# posted by Brancibeer @ 6/29/2004 06:59:00 PM
From what I here, the last meeting really wasn’t a meeting. Next time don’t even bother to attempt a rational discussion when you’ve been drinking, smoking and everything else. If you cant arrange your schedule to fit this in, or cant sit down for an hour without constantly itching for a beer, then your obviously not serious about this project- so fuck off. It’s easy to be negative, but very hard to make progress. If your not going to contribute anything helpful, or think this is going to be a cakewalk, stop wasting peoples time. It’s simply a waste of time, and its fucking frustrating for those of us truly trying. Fuck….and I wasn’t even there.
On a positive note I thought the stories were pretty good (contrary to the conclusion that “we suck at writing”). They need a lot of work of course, but it’s a start. One point that shown through is that we need to decide which stories we are going to really develop the characters in. Otherwise we will get a lot of repeat throughout the whole thing. And these character-developing stories will need to be our base (first stories in the book). Then we can work from there to build the detail even further. So lets start thinking about that.

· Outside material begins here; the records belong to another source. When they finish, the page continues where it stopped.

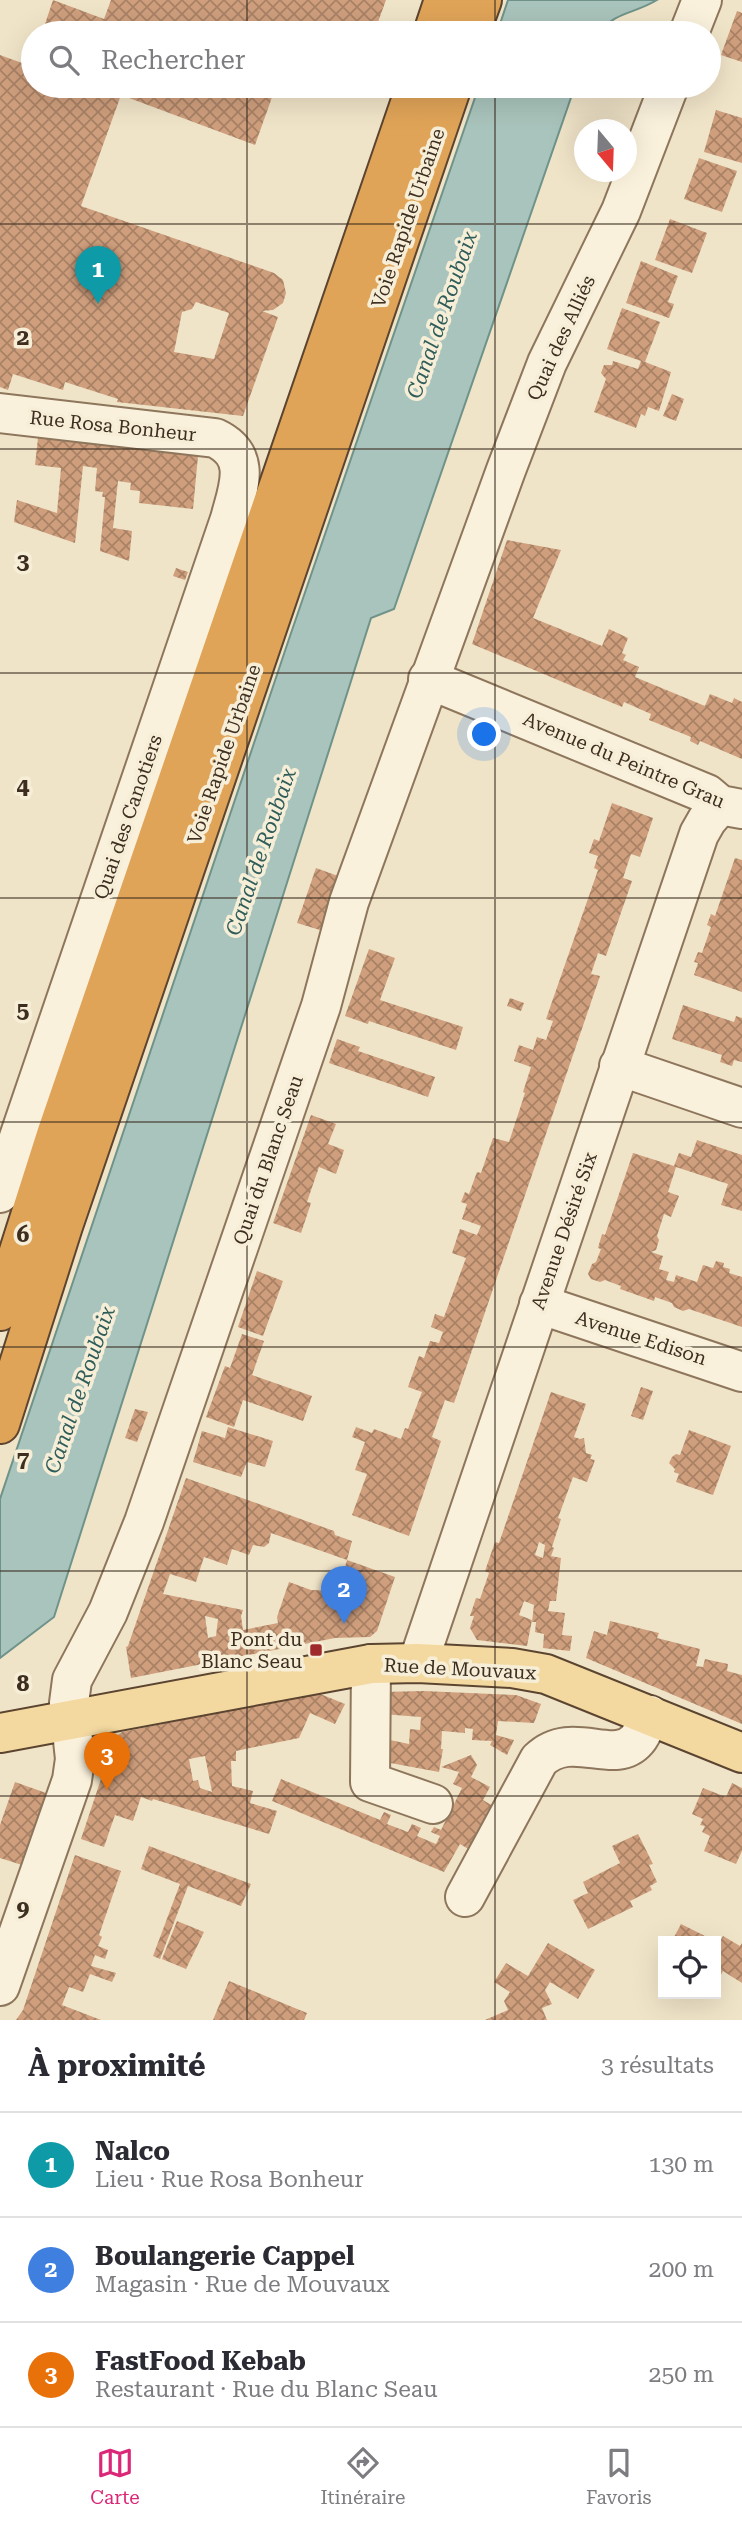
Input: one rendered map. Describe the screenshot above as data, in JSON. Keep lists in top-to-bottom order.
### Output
{
  "streets": {
    "highway": ["Voie Rapide Urbaine"],
    "main road": ["Rue de Mouvaux"],
    "street": [
      "Quai des Alliés",
      "Rue Rosa Bonheur",
      "Avenue du Peintre Grau",
      "Quai des Canotiers",
      "Quai du Blanc Seau",
      "Avenue Désiré Six",
      "Avenue Edison"
    ]
  },
  "crossings": [
    ["Quai des Alliés", "Quai du Blanc Seau"],
    ["Rue Rosa Bonheur", "Quai des Canotiers"],
    ["Avenue du Peintre Grau", "Quai du Blanc Seau"],
    ["Avenue du Peintre Grau", "Avenue Désiré Six"],
    ["Quai du Blanc Seau", "Rue de Mouvaux"],
    ["Avenue Désiré Six", "Avenue Edison"],
    ["Avenue Désiré Six", "Rue de Mouvaux"]
  ],
  "water": ["Canal de Roubaix"],
  "places": {
    "transit": ["Pont du Blanc Seau"]
  },
  "north": "bottom",
  "page": {
    "search": "Rechercher",
    "pins": ["1", "2", "3"],
    "heading": ["À proximité", "3 résultats"],
    "list": [
      {
        "mark": "1",
        "name": "Nalco",
        "note": "Lieu · Rue Rosa Bonheur",
        "value": "130 m"
      },
      {
        "mark": "2",
        "name": "Boulangerie Cappel",
        "note": "Magasin · Rue de Mouvaux",
        "value": "200 m"
      },
      {
        "mark": "3",
        "name": "FastFood Kebab",
        "note": "Restaurant · Rue du Blanc Seau",
        "value": "250 m"
      }
    ],
    "nav": ["Carte", "Itinéraire", "Favoris"]
  },
  "grid": {
    "rows": [
      "2",
      "3",
      "4",
      "5",
      "6",
      "7",
      "8",
      "9"
    ]
  }
}
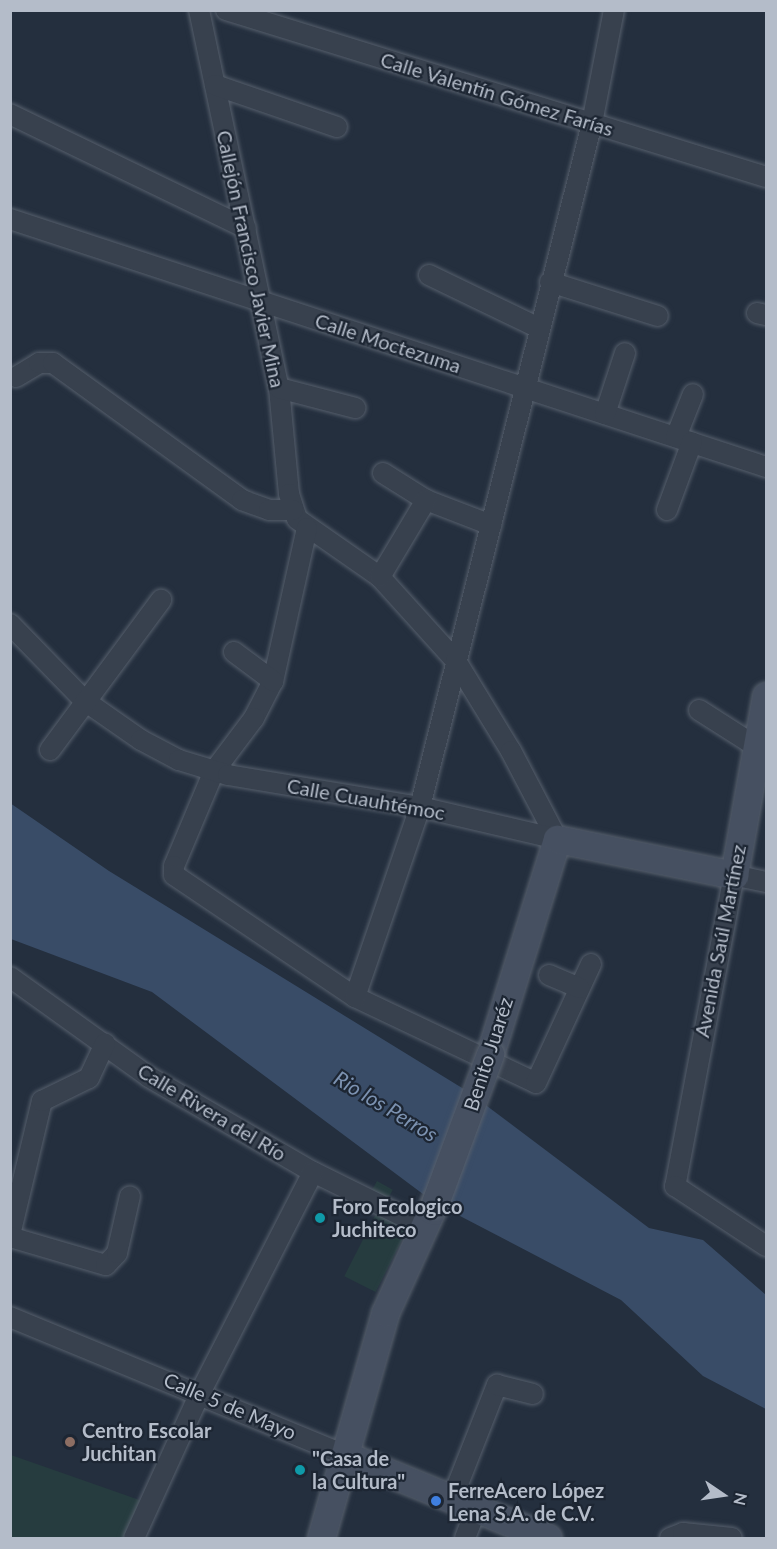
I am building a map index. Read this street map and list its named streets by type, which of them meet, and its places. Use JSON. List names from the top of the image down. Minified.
{"streets":{"street":["Calle Valentín Gómez Farías","Callejón Francisco Javier Mina","Calle Moctezuma","Calle Cuauhtémoc","Avenida Saúl Martínez","Benito Juaréz","Calle Rivera del Río","Calle 5 de Mayo"]},"crossings":[["Callejón Francisco Javier Mina","Calle Moctezuma"],["Calle Cuauhtémoc","Avenida Saúl Martínez"],["Calle Cuauhtémoc","Benito Juaréz"],["Benito Juaréz","Calle Rivera del Río"],["Benito Juaréz","Calle 5 de Mayo"]],"water":["Rio los Perros"],"places":["Foro Ecologico Juchiteco","Centro Escolar Juchitan","\"Casa de la Cultura\"","FerreAcero López Lena S.A. de C.V."],"north":"right"}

Dealing with editing and reviewing- we can email the stories to each other when their ready (authors discretion). Then a one-on-one discussion between author and reviewer would probably be most beneficial. I know this was just a test run, but all of the stories went way too fast and breezed over a lot of things. Slow it down, take your time, and develop your story.
This is not a fucking homework assignment that you can scribble down 10 minutes before class to receive your C- (hey its passing). This is writing about your life and your friends. You have to want it. Have patience.
Boys I'd say your book is doomed. All I hear is bickering, and no clear goal. The analogy to homework assignments is dead on from what I see, as there is very little commitment, but that may be due to a lack of knowing what to commit to. Granted, I'm on the outside and haven't heard a meeting, but I feel you never settled on a vision to work towards. Nor was the "profit vs. written record" and "who's the audience" fights settled to everyone's satisfaction. Well, good luck anyway, but don't kill each other while you're at it.